*** Input data ***

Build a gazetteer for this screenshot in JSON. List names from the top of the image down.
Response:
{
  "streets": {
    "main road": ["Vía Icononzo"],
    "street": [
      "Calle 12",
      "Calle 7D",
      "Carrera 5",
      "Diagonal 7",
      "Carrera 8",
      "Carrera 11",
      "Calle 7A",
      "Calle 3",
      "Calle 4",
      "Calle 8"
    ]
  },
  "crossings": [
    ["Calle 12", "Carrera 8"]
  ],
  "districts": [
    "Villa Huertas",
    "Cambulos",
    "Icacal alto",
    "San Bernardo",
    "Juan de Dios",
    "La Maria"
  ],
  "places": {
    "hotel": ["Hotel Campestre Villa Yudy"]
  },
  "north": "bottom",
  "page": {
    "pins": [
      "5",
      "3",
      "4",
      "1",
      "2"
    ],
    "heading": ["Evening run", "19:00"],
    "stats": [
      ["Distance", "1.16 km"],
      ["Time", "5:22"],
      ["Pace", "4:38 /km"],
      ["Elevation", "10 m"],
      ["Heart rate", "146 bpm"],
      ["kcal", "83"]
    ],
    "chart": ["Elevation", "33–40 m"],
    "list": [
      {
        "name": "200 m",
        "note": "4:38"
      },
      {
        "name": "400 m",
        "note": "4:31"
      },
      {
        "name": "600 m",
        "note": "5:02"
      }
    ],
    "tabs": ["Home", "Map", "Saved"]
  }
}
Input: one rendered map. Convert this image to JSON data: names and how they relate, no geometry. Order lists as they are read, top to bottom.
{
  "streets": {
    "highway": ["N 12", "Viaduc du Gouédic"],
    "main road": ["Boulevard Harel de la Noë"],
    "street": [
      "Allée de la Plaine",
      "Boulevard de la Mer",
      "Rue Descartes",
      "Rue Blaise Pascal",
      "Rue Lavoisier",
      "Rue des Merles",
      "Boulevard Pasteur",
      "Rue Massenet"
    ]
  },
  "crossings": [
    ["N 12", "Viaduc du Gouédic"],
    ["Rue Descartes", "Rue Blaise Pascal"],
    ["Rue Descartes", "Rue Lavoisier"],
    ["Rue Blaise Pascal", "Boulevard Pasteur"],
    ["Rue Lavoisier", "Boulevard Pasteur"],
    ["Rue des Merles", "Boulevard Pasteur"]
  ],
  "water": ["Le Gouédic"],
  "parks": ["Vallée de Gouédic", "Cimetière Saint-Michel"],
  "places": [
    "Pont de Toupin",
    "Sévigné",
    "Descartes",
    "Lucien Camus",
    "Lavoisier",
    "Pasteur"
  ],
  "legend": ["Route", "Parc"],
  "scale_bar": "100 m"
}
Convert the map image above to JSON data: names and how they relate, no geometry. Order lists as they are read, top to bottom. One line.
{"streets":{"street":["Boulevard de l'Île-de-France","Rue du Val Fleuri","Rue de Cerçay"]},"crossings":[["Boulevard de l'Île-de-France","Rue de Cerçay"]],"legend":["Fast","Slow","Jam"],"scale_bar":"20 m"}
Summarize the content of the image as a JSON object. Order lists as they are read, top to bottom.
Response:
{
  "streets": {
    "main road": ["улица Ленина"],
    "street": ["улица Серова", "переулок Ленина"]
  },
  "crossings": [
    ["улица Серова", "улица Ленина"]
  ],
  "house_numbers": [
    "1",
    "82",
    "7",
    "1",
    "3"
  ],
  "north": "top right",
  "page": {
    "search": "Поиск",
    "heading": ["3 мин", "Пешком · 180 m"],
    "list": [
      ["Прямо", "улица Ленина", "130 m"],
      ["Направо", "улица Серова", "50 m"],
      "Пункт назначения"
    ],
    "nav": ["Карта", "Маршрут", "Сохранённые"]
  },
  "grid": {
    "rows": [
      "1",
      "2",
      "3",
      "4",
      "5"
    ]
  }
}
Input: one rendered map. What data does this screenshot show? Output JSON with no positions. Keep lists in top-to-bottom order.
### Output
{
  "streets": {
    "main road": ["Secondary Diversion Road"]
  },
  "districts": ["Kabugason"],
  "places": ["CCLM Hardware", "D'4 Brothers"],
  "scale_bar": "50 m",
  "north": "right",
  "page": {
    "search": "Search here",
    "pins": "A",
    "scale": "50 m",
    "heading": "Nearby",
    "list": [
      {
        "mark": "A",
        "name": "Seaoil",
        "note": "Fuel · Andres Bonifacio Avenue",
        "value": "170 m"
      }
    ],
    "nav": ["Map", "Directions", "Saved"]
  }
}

*** End of Input data ***

Copy task for the entries above: every line with the string "screenshot".

Build a gazetteer for this screenshot in JSON. List names from the top of the image down.
Input: one rendered map. What data does this screenshot show? Output JSON with no positions. Keep lists in top-to-bottom order.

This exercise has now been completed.